Described herein are techniques and structures or architectures that advantageously implement an edge-based origin-server for low-latency stream monitoring. Described herein are techniques and structures or architectures that advantageously utilize lambda functions and containerized applications to interact with the capture, processing, encoding, packaging and delivery of a plurality of video, audio and metadata streams. Described herein are techniques and structures or architectures that advantageously implement a cloud-based application store and on-device component manager for audio and video processing components that understands how to ‘glue’ them together seamlessly to create a custom installation.

FIGS. 1A and 1B show an appliance 100 according to one illustrated implementation, that performs audio-visual (A/V) encoding and that provides other computational services in addition to A/V encoding.

The appliance 100 include a system on chip (SOC) 102, a converter 104, and other components.
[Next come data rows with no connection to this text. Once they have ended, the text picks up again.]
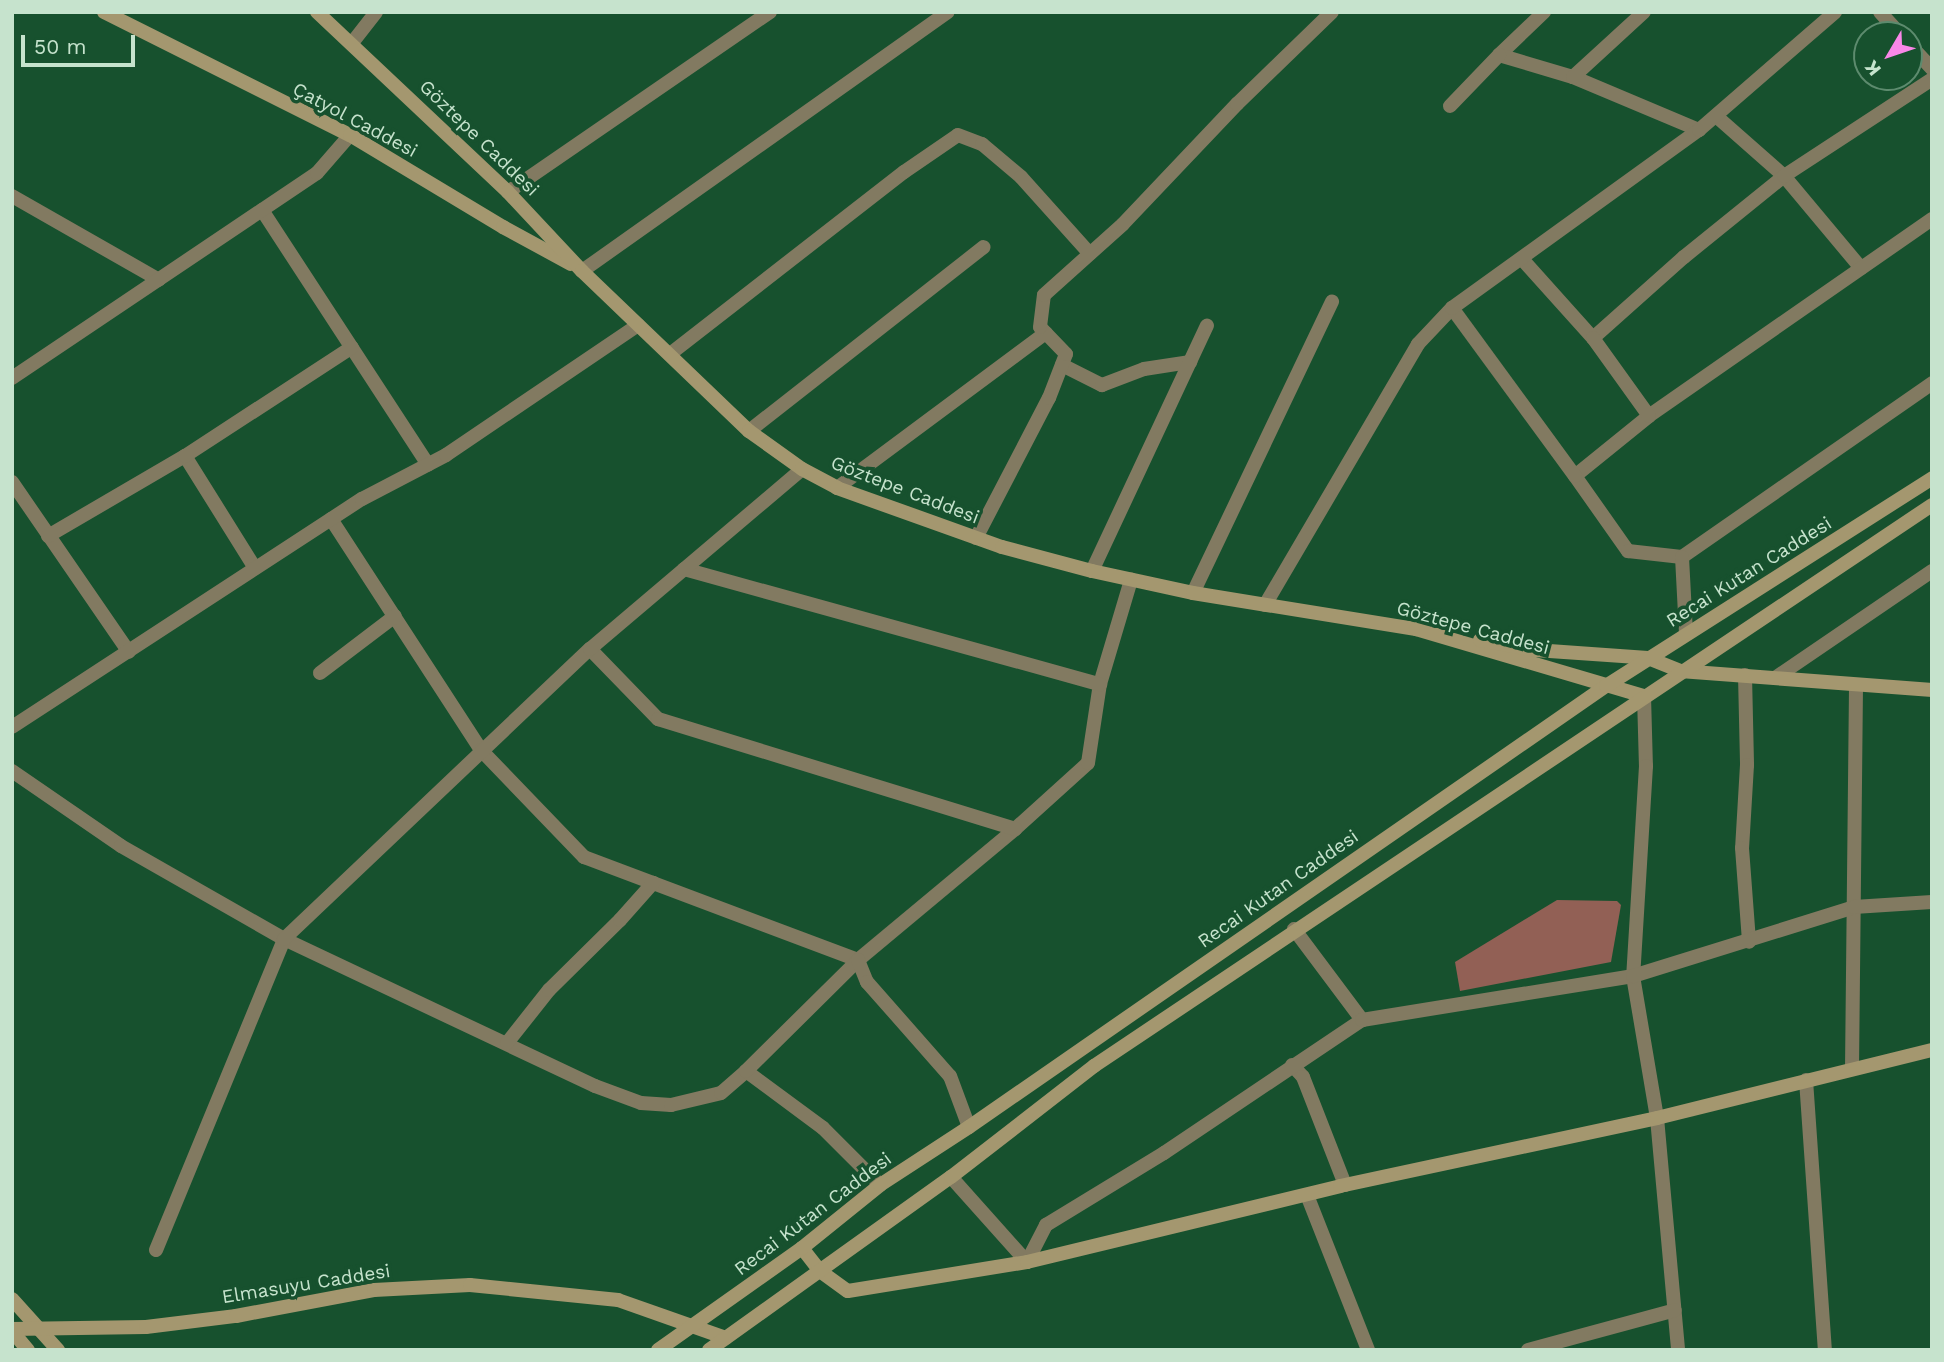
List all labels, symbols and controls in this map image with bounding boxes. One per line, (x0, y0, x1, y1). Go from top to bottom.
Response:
scale bar (24, 21, 138, 65)
north arrow (1853, 21, 1923, 91)
text: 50 m (34, 34, 86, 59)
text: K (1860, 56, 1886, 81)
street label: Göztepe Caddesi (415, 75, 543, 201)
street label: Çatyol Caddesi (288, 77, 422, 163)
street label: Göztepe Caddesi (828, 451, 982, 529)
street label: Recai Kutan Caddesi (1662, 512, 1836, 632)
street label: Göztepe Caddesi (1394, 597, 1552, 659)
street label: Recai Kutan Caddesi (1193, 825, 1363, 953)
street label: Recai Kutan Caddesi (730, 1148, 896, 1280)
street label: Elmasuyu Caddesi (220, 1259, 392, 1309)

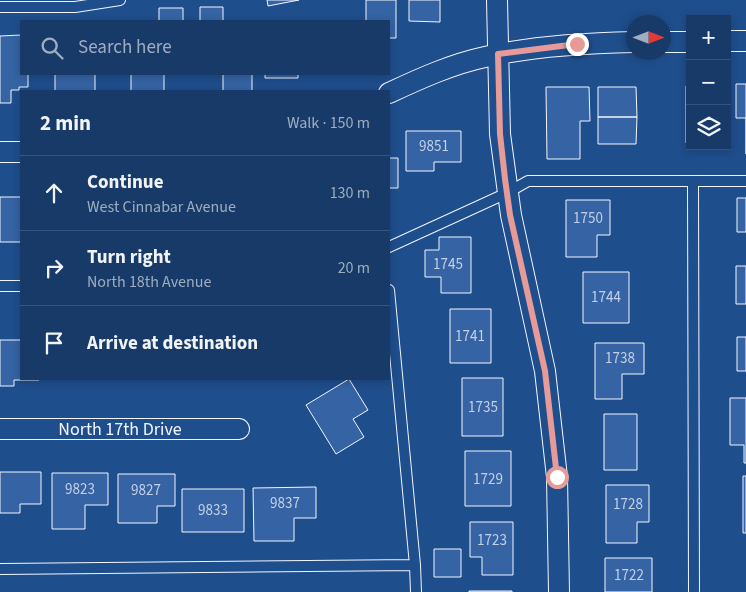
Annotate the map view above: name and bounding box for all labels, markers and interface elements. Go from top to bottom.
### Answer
north arrow [626,15,671,60]
map controls [686,15,731,150]
button: + [686,15,731,60]
search box [20,20,390,75]
route end [566,33,589,56]
icon: search [38,34,66,62]
text: Search here [78,34,172,61]
button: − [686,60,731,105]
button: layers [686,105,731,150]
text: 2 min [40,108,91,138]
text: Walk · 150 m [287,112,370,134]
house number: 9851 [419,136,449,157]
text: Continue [87,169,164,196]
icon: ahead [40,179,68,207]
text: 130 m [330,182,370,204]
text: West Cinnabar Avenue [87,196,236,218]
house number: 1750 [573,208,603,229]
text: Turn right [87,244,171,271]
icon: right [40,254,68,282]
house number: 1745 [433,254,463,275]
text: 20 m [338,257,370,279]
text: North 18th Avenue [87,271,211,293]
house number: 1744 [591,287,621,308]
house number: 1741 [455,326,485,347]
icon: arrive [40,329,68,357]
text: Arrive at destination [87,330,258,357]
house number: 1738 [605,348,635,369]
house number: 1735 [468,397,498,418]
street label: North 17th Drive [58,417,182,442]
route start [546,466,569,489]
house number: 1729 [473,469,503,490]
house number: 9823 [65,479,95,500]
house number: 9827 [131,480,161,501]
house number: 9837 [270,493,300,514]
house number: 1728 [613,494,643,515]
house number: 9833 [198,500,228,521]
house number: 1723 [477,530,507,551]
house number: 1722 [614,565,644,586]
As an overview, the converter 104 is operable to convert A/V data received from one or more external sources of A/V data 106a, 106b (i.e., sources of A/V data that are external to the appliance 100), and to supply the converted A/V data to an A/V encoder 108 which performs A/V encoding. The various components and operations of the illustrated appliance 100 are discussed below.

The SOC 102 may take a variety of forms, although mobile SOCs which are designed for use in mobile (e.g., smartphones) are particularly suitable as set out in the Summary section of this application. Such mobile SOCs typically include a wide variety of computational units, processors or modules, A/V encoding circuitry, have low power consumption (e.g., equal to or less than 30 Watts) and typically operate without active cooling (e.g., fanless).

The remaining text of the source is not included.